A: Direkte Probleme an den Proben erwarte ich keine. Ich gehe davon aus, dass unsere Mitglieder seriös auf die ersten Proben vorbereitet sind.

F: Welche Wünsche hast du für die Zukunft?

A: Dass sich die Musikgesellschaften im Seeland bald wieder an Musikfesten und Anlässen treffen und gemeinsam konzertieren und konkurrieren können.

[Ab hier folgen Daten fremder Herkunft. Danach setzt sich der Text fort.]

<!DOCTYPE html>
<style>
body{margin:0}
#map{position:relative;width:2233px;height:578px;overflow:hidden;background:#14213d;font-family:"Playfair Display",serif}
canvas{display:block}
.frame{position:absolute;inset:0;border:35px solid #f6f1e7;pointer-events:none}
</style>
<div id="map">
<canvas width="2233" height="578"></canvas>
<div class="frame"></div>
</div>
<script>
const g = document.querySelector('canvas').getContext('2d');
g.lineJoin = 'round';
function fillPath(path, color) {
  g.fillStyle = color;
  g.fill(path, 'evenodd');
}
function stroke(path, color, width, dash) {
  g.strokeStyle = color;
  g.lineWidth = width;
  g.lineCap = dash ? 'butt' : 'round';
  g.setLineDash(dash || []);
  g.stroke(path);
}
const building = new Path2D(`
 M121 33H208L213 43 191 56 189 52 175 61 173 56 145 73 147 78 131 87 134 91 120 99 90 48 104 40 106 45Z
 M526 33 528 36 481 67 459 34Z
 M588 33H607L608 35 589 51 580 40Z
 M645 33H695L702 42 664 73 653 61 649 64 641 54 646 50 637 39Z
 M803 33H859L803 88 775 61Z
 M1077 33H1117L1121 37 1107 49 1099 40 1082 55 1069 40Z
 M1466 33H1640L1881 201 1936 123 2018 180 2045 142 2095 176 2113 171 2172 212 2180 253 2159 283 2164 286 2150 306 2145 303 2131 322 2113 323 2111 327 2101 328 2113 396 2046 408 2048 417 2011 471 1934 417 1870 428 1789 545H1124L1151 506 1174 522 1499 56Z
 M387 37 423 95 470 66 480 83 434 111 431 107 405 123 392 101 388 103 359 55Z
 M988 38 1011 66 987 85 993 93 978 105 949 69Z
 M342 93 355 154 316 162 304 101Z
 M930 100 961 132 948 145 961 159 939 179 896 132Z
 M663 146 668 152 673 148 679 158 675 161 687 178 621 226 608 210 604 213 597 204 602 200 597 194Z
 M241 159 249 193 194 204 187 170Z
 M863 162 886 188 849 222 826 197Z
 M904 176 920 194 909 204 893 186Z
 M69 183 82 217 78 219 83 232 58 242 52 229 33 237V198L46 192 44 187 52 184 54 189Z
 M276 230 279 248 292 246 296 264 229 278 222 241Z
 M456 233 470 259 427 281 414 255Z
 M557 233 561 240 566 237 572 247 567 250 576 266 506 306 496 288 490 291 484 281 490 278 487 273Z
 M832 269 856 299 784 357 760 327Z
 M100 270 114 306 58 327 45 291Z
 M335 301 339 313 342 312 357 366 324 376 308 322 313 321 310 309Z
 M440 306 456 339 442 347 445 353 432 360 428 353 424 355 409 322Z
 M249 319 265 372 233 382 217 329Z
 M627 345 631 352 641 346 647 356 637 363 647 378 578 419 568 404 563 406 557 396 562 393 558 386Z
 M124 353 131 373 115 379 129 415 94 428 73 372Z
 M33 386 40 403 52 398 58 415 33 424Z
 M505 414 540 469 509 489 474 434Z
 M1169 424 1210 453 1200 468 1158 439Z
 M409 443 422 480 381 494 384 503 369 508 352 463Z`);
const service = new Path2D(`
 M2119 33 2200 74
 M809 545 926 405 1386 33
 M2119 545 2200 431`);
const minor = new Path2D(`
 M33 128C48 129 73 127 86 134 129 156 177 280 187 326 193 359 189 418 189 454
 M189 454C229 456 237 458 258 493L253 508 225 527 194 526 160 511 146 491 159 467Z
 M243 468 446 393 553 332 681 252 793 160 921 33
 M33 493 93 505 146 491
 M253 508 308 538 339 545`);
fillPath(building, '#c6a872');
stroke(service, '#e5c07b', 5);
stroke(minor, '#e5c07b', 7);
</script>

Bruno, herzlichen Dank für das kurze Interview. Der SMV wünscht dir alles Gute.

 

Bruno Thomann wurde 1966 geboren. Er stammt aus Brügg und hat bei der Stadtmusik Biel (SMB) die Ausbildung als Musikschüler absolviert. Seine erste Musikprobe mit dem Orchester fand im Herbst 1982 statt. Im Vorstand der SMB wirkte Thomann zuerst bei der Musikkommission mit und im Alter von 23 Jahren wurde er zum Vizepräsidenten gewählt. Im 2005 rutschte er als Präsident nach und führte den Verein 11 Jahre lang. In seiner Amtszeit wurde die SMB wieder zur Nr. 1 im Seeland.

Bruno Thomann ist beruflich als Ingenieur FH, Fachrichtung Maschinenbau, tätig und Leiter des Beratungsunternehmens “swiss dispensing ag”.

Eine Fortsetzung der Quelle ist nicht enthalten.